The breaking down of an inbounds pass from years ago was alongside the biggest news of the day. And people truly CARED about it. Welcome to the NBA of 2018.
And people don’t just care about the weird stuff, either, such as the flinch. Basketball fans care a great deal about placing players in the proper order, and ranking them against each other, refusing to budge or give an inch even if their lives depended on it. It’s as irrational as sports discussion gets.
If you think Kobe is better than LeBron, there is a group of fans for you, but you have just made thousands and thousands of sworn enemies. Fans like to argue about how current big men would guard Shaquille O’Neal, as if any kind of reasonable answer can ever be produced. It’s phenomenal. In the NBA, the fake, pointless arguments are the best ones.
Part of what we use to rank these players against each other is the MVP award. It is not awarded lightly, and there is much discussion and controversy many years around regarding who should win it and why. To mention its winners is to read a list of the all-time greats, with seemingly great balance among how many times a player has won, and where he fits into the NBA all-timers hierarchy. Michael Jordan won five. LeBron has won four. Larry Bird and Magic Johnson won three.
In terms of betting on the MVP winner, much like with the Rookie of the Year, this is not an award where you want to reach. If you’re making a case for someone in the 100-1 or 200-1 range, you’re probably doing it wrong. MVP winners don’t really sneak up on anyone.

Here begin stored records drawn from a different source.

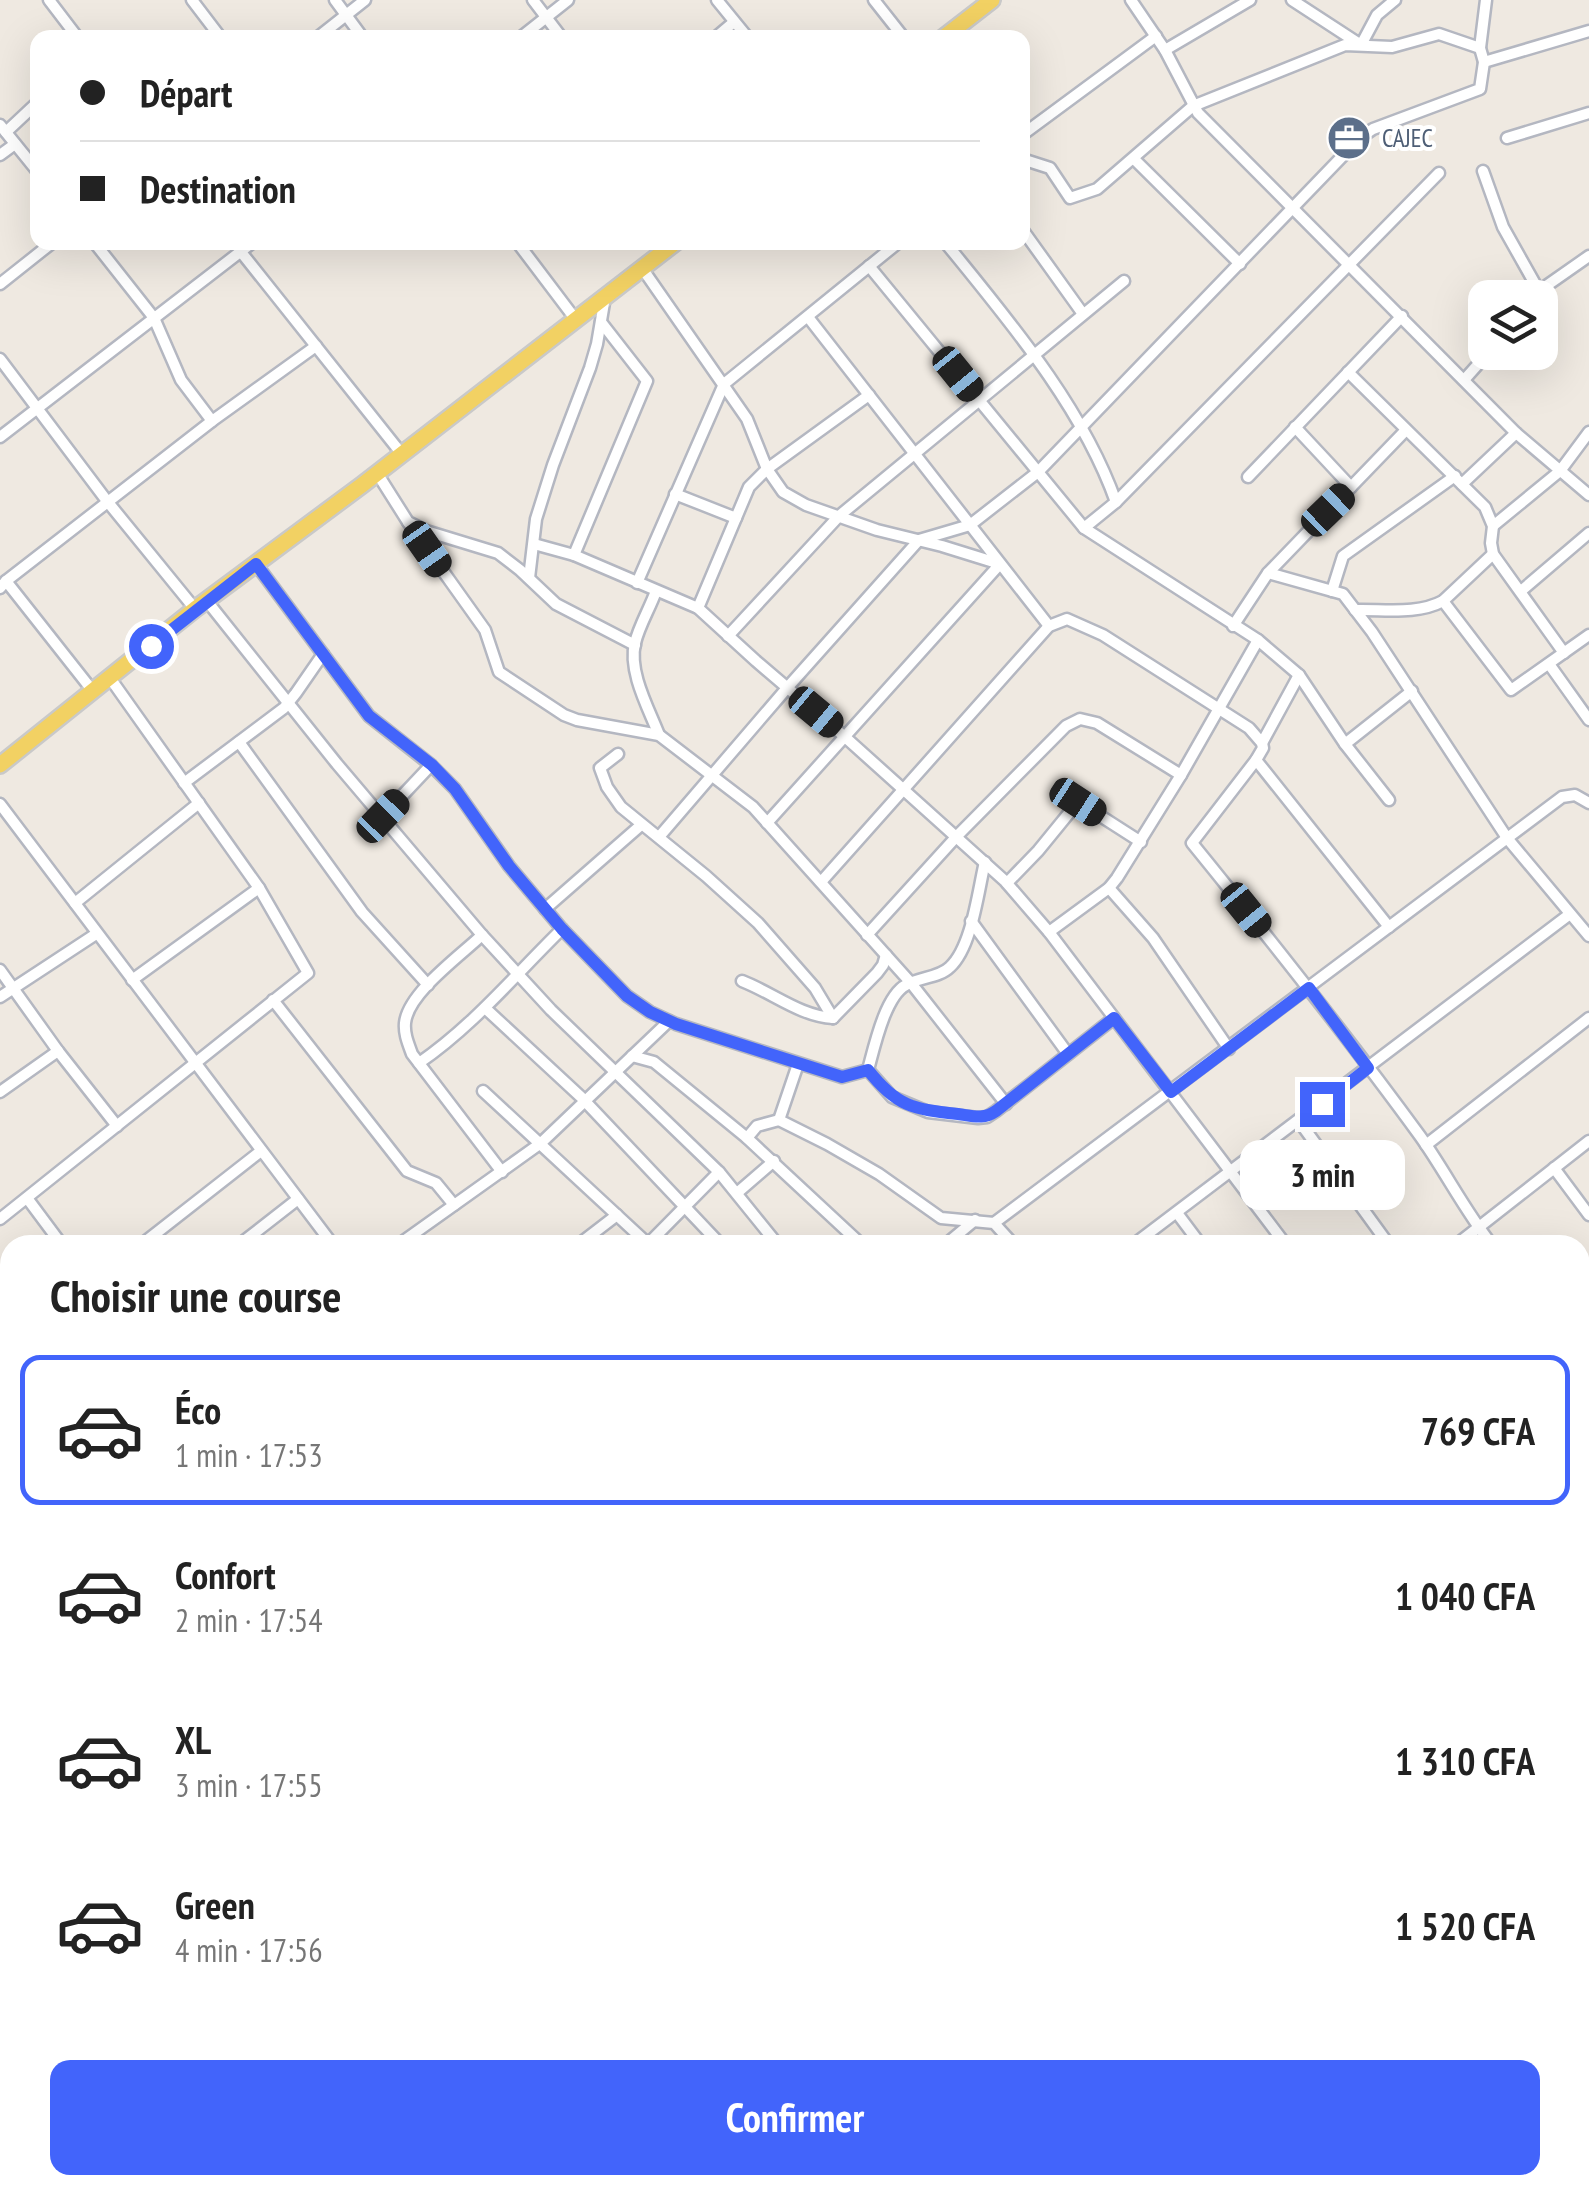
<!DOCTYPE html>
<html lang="fr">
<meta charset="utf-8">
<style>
body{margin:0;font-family:"PT Sans Narrow",sans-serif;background:#f6f6f6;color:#222;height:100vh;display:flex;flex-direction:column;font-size:38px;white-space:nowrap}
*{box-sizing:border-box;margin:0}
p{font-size:32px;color:#767676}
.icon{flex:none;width:55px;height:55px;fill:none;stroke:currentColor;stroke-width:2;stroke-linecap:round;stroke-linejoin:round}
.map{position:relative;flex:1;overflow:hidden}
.drawer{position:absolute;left:0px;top:1235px;width:1590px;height:960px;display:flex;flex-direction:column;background:#fff;border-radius:30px 30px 0 0;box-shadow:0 10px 40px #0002}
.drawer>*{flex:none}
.banner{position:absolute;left:30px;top:30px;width:1000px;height:220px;border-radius:20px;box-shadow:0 10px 40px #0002;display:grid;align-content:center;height:220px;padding:0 50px;background:#fff}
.buttons{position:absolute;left:1468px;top:280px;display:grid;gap:20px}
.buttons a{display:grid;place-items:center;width:90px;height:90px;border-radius:20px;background:#fff;box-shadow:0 10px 40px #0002;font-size:50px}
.end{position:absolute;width:45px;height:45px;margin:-22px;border:12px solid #4264fb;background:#fff;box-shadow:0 0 0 5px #fff}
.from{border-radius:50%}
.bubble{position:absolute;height:70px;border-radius:20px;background:#fff;box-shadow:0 10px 40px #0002;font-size:32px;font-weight:600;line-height:70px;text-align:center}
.car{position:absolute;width:30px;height:60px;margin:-30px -15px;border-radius:12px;box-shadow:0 0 8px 2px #0007;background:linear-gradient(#222 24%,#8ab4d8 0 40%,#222 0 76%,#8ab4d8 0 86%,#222 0)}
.banner b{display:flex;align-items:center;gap:35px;height:95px;font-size:38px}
.banner b+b{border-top:2px solid #e0e0e0}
.banner i{width:25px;height:25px;background:#222}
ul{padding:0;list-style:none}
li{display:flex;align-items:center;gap:30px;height:150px;margin:0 20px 15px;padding:0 30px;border:5px solid transparent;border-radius:20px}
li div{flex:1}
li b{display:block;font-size:38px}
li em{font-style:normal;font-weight:600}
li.selected{border-color:#4264fb}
li>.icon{width:90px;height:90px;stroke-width:1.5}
h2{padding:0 50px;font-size:45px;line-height:120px}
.primary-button{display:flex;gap:20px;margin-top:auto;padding:20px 50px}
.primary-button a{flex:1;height:115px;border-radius:20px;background:#4264fb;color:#fff;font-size:40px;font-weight:600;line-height:115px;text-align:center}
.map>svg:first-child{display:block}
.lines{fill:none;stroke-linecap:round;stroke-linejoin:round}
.minor-casing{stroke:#b4b7c1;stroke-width:15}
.primary-casing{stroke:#c9c9c9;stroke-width:20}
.minor{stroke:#fff;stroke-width:10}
.primary{stroke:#f2d163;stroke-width:15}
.route{stroke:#4264fb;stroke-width:12}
.labels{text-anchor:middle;stroke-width:8;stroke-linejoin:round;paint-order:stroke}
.service-label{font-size:25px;fill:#4e5e75;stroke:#fff;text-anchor:start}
</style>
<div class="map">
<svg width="1589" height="2195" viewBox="0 0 1589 2195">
<rect width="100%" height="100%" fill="#efe9e1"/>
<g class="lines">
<defs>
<g id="minor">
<path d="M49,0L78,38"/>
<path d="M192,0L221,38"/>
<path d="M335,0L363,38"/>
<path d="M533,0L562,38"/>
<path d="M717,0L748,38"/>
<path d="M874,0L904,38"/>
<path d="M1131,0L1165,50L1198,113L1516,433L1589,495"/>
<path d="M1292,0L1361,45L1377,15L1395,0"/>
<path d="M317,38L365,0"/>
<path d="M520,38L568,0"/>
<path d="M715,38L734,22"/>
<path d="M1165,50L1250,0"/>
<path d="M1484,62L1589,31"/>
<path d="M0,125L38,172"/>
<path d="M6,132L38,102"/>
<path d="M1022,135L1156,36"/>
<path d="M1507,138L1589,113"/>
<path d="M0,155L15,144"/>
<path d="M1022,159L1050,168L1070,198L1097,189L1193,106L1345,45L1392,47L1439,34L1480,48"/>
<path d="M1134,159L1240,264"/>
<path d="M1483,171L1503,227L1539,291"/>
<path d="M1022,229L1083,314"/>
<path d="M94,242L154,318L181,380L212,421"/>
<path d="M517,242L576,320"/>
<path d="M945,242C1009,321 1082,406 1116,502"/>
<path d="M241,252L401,453"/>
<path d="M869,266L1084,528L1258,640L1299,675L1345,744L1389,800"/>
<path d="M642,268L747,419L767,469L783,492L806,505L877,530L942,546L1000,564L767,823"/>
<path d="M0,284L53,242"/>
<path d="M1534,298L1539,291L1589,256"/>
<path d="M808,317L1049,626"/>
<path d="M0,359L107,501L195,609"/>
<path d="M1348,372L1485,507L1493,526L1491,543L1493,554L1564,653"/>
<path d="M1464,380L1489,352"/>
<path d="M1295,427L1351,487"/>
<path d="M0,437L253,242"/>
<path d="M377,473L408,522L426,531L498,553L520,570L556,604L635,645"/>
<path d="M1248,477L1402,316"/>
<path d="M1462,484L1516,433"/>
<path d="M675,494L736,518"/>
<path d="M408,522L485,630L499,672L564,715L577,720L659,735L753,807L911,983L1006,1104"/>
<path d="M1493,526L1560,471L1589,432"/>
<path d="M1084,528L1116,502L1439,173"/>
<path d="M534,544L574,555L698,608L756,661L845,737L1005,881L1049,932L1286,1245"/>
<path d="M574,555L647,381L601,322"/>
<path d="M256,564L369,716L431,765L455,789L509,866L562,929L627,996L650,1012L676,1024L842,1077L868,1070L892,1097L928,1112L978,1118L987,1117L996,1111L1114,1018"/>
<path d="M1268,573L1343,594L1372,632L1507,838L1589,936"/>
<path d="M529,578L536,519L553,465L590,368L597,344L605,297"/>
<path d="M6,581L92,690"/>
<path d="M637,583L724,384L899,242"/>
<path d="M0,588L6,581L212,421L316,346"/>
<path d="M656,591C650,608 639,626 635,643C628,672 649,709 659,735"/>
<path d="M1332,591L1343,556L1455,476"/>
<path d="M1521,591L1589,533"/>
<path d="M207,601L337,764L482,935L551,1010L719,1172L778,1245"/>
<path d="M1443,601L1511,690L1589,635"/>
<path d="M698,608L749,487L767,469L869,395"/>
<path d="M1355,610C1383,609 1417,615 1443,601L1493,554"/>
<path d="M1233,626L1268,573L1406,430"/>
<path d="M728,636L839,516L1124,281"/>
<path d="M1549,664L1589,720"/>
<path d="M239,742L362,912L428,985"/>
<path d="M1262,743L1299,675"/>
<path d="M1345,744L1412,691"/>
<path d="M618,754L600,768L607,787L621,807L706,876L758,923L815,988L833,1018"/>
<path d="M1256,760L1389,927"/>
<path d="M184,783L284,708L296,693L323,654"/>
<path d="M1063,792L1141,842"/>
<path d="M0,804L333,1245"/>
<path d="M383,816L431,765"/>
<path d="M659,837L787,688L919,540L970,525L1038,472L1360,138L1373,129L1480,89L1484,62L1480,48L1486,0"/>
<path d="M821,882L1049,626L1067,619L1103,635L1249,728L1262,743L1263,748L1256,760L1192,843C1270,939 1347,1036 1420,1136C1445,1171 1465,1211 1492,1245"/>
<path d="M1007,883L1038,851L1078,802"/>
<path d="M1109,888L1153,938L1229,1049"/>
<path d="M75,903L199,803"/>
<path d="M545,909L641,825"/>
<path d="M971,921L1068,1054"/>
<path d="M1049,932L1109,888L1117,878L1181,775L1258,640"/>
<path d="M482,935C460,956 408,993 405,1023C404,1034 408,1043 412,1054L502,1172"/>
<path d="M867,935L957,836L1066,726L1080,719L1097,723L1181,775"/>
<path d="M0,970L58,1051L117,1126"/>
<path d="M132,980L259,888"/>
<path d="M742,981C773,993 800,1016 833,1018"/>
<path d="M0,997L96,934"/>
<path d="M273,1000L407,1171L436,1183L454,1205"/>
<path d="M485,1008L581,1097L721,1245"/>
<path d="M833,1018L877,973L883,965L886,955"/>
<path d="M632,1056L654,1062L747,1138L862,1245"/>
<path d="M419,1063C473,1026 515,975 562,929"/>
<path d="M868,1070C874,1048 885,996 906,985C919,977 939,978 950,967C972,947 978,891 985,862"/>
<path d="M483,1091L648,1244"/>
<path d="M0,1092L58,1051"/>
<path d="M779,1120L798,1064"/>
<path d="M1299,1121L1389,1245"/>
<path d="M747,1138L757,1126L779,1120L827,1144L879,1174L941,1218L994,1223L1014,1245"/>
<path d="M1426,1145L1589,1018"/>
<path d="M1554,1168L1589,1215"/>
<path d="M737,1193L774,1161"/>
<path d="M27,1198L62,1245"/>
<path d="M1177,1213L1201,1245"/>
<path d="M0,1219L308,973L259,888L110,678"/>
<path d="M994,1223L1562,797L1575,795L1589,803"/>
<path d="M141,1245L261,1151"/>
<path d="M239,1245L298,1199"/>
<path d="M398,1245L541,1143L669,1021"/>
<path d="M578,1245L617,1215"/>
<path d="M647,1245L719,1172"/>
<path d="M945,1245L975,1220"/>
<path d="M1133,1245L1570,914"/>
<path d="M1456,1245L1589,1141"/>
<path d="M1580,1352L1589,1363"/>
<path d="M0,1429L10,1421"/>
<path d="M1580,1498L1589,1510"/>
<path d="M0,1534L10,1547"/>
<path d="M0,1680L10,1673"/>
<path d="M1580,1686L1589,1698"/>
<path d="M0,1707L10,1721"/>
<path d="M1580,1822L1589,1834"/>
<path d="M1580,1882L1589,1875"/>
<path d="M0,1964L10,1956"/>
<path d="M0,2069L10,2061"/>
<path d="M0,2179L10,2171"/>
<path d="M236,2185L243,2195"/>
<path d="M366,2185L373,2195"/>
<path d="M502,2185L509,2195"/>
<path d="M641,2185L648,2195"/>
<path d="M831,2185L839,2195"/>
<path d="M1059,2185L1066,2195"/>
<path d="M1438,2185L1446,2195"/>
<path d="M1572,2185L1573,2195"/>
<path d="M403,2195L417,2185"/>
<path d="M741,2195L753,2185"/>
<path d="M896,2195L909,2185"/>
<path d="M1165,2195L1179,2185"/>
<path d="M1327,2195L1340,2185"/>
<path d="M1493,2195L1507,2185"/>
</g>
<g id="primary">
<path d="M943,38L992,0"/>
<path d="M0,765L195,609L362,485L676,242"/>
</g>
</defs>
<!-- minor casing -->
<use href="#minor" class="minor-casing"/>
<!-- primary casing -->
<use href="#primary" class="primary-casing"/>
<!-- minor -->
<use href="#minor" class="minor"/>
<!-- primary -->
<use href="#primary" class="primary"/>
</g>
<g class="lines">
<!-- route -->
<path class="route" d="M151,646L256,564L369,716L432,765L455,789L509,866L562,929L627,996L650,1012L676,1024L842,1077L868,1070C897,1107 913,1109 958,1114C973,1116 983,1120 996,1111L1114,1018L1171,1092L1309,988L1368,1068L1322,1104"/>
</g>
<!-- icons -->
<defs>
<symbol id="office-disc" viewBox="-11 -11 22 22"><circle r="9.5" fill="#5c6f8a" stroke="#fff"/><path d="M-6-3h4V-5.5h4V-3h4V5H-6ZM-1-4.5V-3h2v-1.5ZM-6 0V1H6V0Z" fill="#fff"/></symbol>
</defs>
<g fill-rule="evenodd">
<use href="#office-disc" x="1324" y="113" width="50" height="50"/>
</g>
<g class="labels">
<!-- service labels -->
<g class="service-label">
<text x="1382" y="147">CAJEC</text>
</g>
</g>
</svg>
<div class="buttons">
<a><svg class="icon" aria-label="layers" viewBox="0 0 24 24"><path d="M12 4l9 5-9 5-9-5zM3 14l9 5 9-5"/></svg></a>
</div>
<i class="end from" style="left:151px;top:646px"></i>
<i class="end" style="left:1322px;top:1104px"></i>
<div class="bubble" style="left:1240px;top:1140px;width:165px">3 min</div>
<i class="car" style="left:958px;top:374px;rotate:141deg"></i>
<i class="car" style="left:1328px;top:510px;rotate:46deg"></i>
<i class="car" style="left:427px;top:549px;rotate:145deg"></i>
<i class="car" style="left:816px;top:712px;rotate:130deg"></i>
<i class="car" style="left:1078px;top:802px;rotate:123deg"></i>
<i class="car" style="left:383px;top:816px;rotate:44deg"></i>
<i class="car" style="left:1246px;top:910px;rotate:141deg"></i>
<div class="banner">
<b><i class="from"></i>Départ</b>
<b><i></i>Destination</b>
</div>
<section class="drawer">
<h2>Choisir une course</h2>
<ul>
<li class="selected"><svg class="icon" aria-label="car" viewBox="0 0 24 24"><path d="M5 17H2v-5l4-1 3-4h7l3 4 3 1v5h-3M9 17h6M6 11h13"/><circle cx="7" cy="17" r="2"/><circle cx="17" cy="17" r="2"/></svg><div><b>Éco</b><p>1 min · 17:53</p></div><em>769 CFA</em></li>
<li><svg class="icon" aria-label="car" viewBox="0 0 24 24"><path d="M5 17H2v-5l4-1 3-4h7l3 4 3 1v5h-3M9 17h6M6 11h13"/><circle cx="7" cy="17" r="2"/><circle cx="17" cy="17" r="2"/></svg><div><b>Confort</b><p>2 min · 17:54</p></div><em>1 040 CFA</em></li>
<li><svg class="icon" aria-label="car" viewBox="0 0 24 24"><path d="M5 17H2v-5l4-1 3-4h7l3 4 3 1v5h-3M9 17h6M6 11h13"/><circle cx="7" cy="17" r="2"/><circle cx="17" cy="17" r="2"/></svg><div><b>XL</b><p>3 min · 17:55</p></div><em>1 310 CFA</em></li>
<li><svg class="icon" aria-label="car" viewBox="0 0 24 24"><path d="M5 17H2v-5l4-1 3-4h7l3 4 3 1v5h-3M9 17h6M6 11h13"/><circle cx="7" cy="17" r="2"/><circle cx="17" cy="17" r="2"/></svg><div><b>Green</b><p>4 min · 17:56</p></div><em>1 520 CFA</em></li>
</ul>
<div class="primary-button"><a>Confirmer</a></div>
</section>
</div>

As you look at the market prices with the season rapidly approaching, here are some rules to consider for betting the MVP award.
Bet on someone you think can win 50 games
This has sort of been the magic threshold for winners of this award. Unlike baseball, where the MVP doesn’t even have to make the playoffs (Alex Rodriguez and Mike Trout, for example), you don’t win this MVP award scoring 30 a game for a lottery team. You don’t win this award having a great season for the 8-seed.
In the history of the MVP award, only six players have won with a team winning percentage under 60%. I use team winning percentage because a long time ago they didn’t use to play 82 games, and it allows for consistency. But in “modern times,” like, say, the last 25 years, only Russell Westbrook has won the award winning fewer than 50 games (the Thunder won 47).
Westbrook accomplished this feat, as you know, by averaging a triple-double for the entire season, which made the award more about recognizing that accomplishment than the things the award is usually founded on. There are many who feel James Harden should have won the award that year anyway, so it’s not like the vote was unanimous. In the past 30 years, just Westbrook won fewer than 50 games. So let’s just set 50 as our marker.
Unlike in sports such as college football or the NFL, where preseason win totals are complete guesswork and often nowhere close to the final results at the end of the season, in the NBA they are a reasonable way to start our 50-win search.
Last season there were six teams with preseason win totals of 50 or higher. Four of them (Warriors, Rockets, Cavs and Celtics) won 50 or more, and the other two (Thunder, Spurs) won 48 and 47, respectively. The Raptors won more than 50; their preseason win total was 47.5. Only the Sixers (38.5) were truly surprising in a way that penetrated that barrier.